Prove that the following language is not regular. I have no clue where to start. $$L = \{ a^n b^n c^n \mid n \geq 0 \}.$$

Answer 1

Suppose $L$ is regular. Let $n \in \mathbb{N}$ be the number mentioned in Pumping lemma (PL). Now, let us take $\alpha=a^nb^nc^n$. According to PL, we can choose $u,v,w$ such that $\alpha=uvw$, $|uv| \leq n$ and $|v| \geq 1$. Then, since $|uv| \leq n$, the word $v$ consists of $a$'s only. And so, for example, $uv^2w$ contains $n+|v|$ letters $a$, while the number of $b$'s and $c$'s do not change. Hence, $uv^2w \not\in L$ that contradicts PL.

Answer 2

Suppose $L$ were regular. According to the Pumping Lemma, every sufficiently long word in $L$ can then be written as $xyz$ with $y \neq \epsilon$ such that $xy^iz \in L$ for all $i$. Now, take a sufficiently long word in $L$ and write it that way.
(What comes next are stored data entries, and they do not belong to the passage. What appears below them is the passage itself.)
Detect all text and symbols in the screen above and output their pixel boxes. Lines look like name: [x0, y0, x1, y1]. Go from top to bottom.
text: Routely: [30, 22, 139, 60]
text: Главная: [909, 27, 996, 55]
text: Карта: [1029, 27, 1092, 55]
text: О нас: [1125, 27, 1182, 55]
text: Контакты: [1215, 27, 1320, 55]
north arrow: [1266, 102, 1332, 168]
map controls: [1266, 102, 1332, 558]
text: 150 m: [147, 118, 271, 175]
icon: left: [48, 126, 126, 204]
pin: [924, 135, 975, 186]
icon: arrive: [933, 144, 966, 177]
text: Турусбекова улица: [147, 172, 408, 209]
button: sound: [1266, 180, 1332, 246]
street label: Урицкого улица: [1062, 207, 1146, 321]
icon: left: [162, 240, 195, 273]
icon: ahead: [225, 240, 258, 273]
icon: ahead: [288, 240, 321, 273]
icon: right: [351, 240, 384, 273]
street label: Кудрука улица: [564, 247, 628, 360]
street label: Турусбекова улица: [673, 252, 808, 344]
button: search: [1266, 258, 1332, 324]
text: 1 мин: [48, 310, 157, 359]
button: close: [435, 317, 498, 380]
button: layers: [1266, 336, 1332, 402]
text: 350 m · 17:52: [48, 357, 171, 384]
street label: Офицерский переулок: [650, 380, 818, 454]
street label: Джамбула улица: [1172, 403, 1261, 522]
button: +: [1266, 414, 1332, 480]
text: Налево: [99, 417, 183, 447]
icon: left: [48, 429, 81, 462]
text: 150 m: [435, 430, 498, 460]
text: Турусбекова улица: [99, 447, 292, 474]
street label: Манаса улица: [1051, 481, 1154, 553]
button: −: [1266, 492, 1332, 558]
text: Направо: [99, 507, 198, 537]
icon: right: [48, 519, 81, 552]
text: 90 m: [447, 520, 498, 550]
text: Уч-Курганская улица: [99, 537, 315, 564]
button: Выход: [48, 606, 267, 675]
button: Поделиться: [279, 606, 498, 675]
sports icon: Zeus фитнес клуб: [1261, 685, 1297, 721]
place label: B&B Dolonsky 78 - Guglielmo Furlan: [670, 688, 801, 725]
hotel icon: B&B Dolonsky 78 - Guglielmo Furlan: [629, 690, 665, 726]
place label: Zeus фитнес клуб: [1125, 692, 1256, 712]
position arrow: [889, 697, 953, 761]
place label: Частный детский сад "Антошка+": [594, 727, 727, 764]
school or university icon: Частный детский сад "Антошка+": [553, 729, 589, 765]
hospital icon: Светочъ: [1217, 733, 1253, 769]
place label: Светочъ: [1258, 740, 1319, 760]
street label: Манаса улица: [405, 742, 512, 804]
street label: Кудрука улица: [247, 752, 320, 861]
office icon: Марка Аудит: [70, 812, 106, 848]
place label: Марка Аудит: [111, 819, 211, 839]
If $y$ consists of two or three different types of letters (e.g., both $a$'s and $b$'s in $y$), then $xy^2z \not\in L$ because it doesn't even belong to $L(a^*b^*c^*)$. If $y$ consists of all the same letters, then $xy^2z$ doesn't have the same number of $a$'s, $b$'s and $c$'s, so then $xy^2z \not\in L$ either.

Answer 3

The Myhill-Nerode theorem shows this immediately.

The infinitely many prefixes $a^ib^i$ are all pairwise distinguishable. (If $i\ne k$, then $c^i$ is a distinguishing extension: $a^ib^ic^i \in L$ but $a^kb^kc^i\notin L$). Therefore the language cannot be regular.